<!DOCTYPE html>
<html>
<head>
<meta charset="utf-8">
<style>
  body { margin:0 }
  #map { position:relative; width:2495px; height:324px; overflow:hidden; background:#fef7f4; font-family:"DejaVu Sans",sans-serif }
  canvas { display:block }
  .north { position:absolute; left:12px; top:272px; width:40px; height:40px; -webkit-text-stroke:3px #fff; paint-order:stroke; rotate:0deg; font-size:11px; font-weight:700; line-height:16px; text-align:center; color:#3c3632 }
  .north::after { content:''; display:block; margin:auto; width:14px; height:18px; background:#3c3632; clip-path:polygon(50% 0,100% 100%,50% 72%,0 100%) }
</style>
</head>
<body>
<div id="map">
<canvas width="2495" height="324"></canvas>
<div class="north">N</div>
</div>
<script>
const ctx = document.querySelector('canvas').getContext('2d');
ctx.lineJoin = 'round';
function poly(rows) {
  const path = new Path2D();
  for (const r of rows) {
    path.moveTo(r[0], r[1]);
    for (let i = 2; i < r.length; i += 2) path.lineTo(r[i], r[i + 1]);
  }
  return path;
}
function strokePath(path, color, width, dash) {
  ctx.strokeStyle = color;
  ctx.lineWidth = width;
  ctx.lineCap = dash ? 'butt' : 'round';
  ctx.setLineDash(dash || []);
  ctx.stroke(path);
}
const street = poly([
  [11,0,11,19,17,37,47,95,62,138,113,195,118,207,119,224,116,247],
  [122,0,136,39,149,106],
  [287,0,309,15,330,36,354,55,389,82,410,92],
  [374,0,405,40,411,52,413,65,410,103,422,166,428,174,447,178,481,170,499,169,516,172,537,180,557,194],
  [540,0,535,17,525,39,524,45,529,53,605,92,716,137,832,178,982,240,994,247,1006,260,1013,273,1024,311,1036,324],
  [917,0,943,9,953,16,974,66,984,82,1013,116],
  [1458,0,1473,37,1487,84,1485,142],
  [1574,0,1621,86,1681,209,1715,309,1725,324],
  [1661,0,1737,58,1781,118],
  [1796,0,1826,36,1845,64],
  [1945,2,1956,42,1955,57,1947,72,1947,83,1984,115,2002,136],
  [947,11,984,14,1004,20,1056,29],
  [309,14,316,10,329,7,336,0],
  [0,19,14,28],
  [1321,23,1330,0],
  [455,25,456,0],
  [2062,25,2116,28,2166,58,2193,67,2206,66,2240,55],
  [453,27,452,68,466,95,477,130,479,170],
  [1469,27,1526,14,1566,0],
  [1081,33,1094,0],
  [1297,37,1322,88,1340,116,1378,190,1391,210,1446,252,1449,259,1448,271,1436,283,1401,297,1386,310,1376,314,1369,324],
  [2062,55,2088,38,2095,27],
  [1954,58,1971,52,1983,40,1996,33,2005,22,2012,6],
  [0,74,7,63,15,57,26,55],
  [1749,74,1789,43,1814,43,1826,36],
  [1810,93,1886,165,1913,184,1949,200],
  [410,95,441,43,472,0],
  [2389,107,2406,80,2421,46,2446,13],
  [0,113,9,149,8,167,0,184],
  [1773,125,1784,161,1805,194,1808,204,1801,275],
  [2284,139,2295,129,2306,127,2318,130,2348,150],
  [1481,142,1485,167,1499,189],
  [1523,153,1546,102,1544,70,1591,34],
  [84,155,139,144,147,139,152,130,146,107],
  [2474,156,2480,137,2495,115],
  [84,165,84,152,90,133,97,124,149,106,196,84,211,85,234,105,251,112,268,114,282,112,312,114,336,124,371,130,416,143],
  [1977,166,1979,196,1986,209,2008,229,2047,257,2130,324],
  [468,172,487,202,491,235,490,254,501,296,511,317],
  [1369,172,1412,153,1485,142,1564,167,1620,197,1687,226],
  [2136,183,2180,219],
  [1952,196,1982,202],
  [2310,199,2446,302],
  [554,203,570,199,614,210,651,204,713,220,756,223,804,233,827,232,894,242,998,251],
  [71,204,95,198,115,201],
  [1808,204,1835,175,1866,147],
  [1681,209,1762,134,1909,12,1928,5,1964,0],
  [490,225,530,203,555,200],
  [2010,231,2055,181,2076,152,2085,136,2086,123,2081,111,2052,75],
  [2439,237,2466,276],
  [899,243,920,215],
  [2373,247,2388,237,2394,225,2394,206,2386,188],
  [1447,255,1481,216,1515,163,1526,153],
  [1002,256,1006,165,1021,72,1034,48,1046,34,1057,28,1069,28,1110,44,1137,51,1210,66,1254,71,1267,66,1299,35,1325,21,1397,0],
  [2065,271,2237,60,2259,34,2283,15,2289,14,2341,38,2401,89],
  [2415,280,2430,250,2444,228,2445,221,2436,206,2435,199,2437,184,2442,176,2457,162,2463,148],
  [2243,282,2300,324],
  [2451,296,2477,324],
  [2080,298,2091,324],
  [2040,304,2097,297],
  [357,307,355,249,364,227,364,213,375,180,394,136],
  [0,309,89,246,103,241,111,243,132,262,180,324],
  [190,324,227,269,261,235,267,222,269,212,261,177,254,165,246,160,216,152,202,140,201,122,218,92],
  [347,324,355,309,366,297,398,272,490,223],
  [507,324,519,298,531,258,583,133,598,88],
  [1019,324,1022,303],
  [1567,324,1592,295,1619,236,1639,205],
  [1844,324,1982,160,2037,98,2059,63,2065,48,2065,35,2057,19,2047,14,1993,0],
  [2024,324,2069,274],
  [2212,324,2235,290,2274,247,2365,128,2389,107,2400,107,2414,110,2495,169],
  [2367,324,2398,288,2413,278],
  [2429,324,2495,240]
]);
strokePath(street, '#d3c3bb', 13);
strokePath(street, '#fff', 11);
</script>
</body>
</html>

______

WHAT TO PRODUCE:
When a line of the records holds the word "function", copy that line.

WRITTEN REPLY:
function poly(rows) {
function strokePath(path, color, width, dash) {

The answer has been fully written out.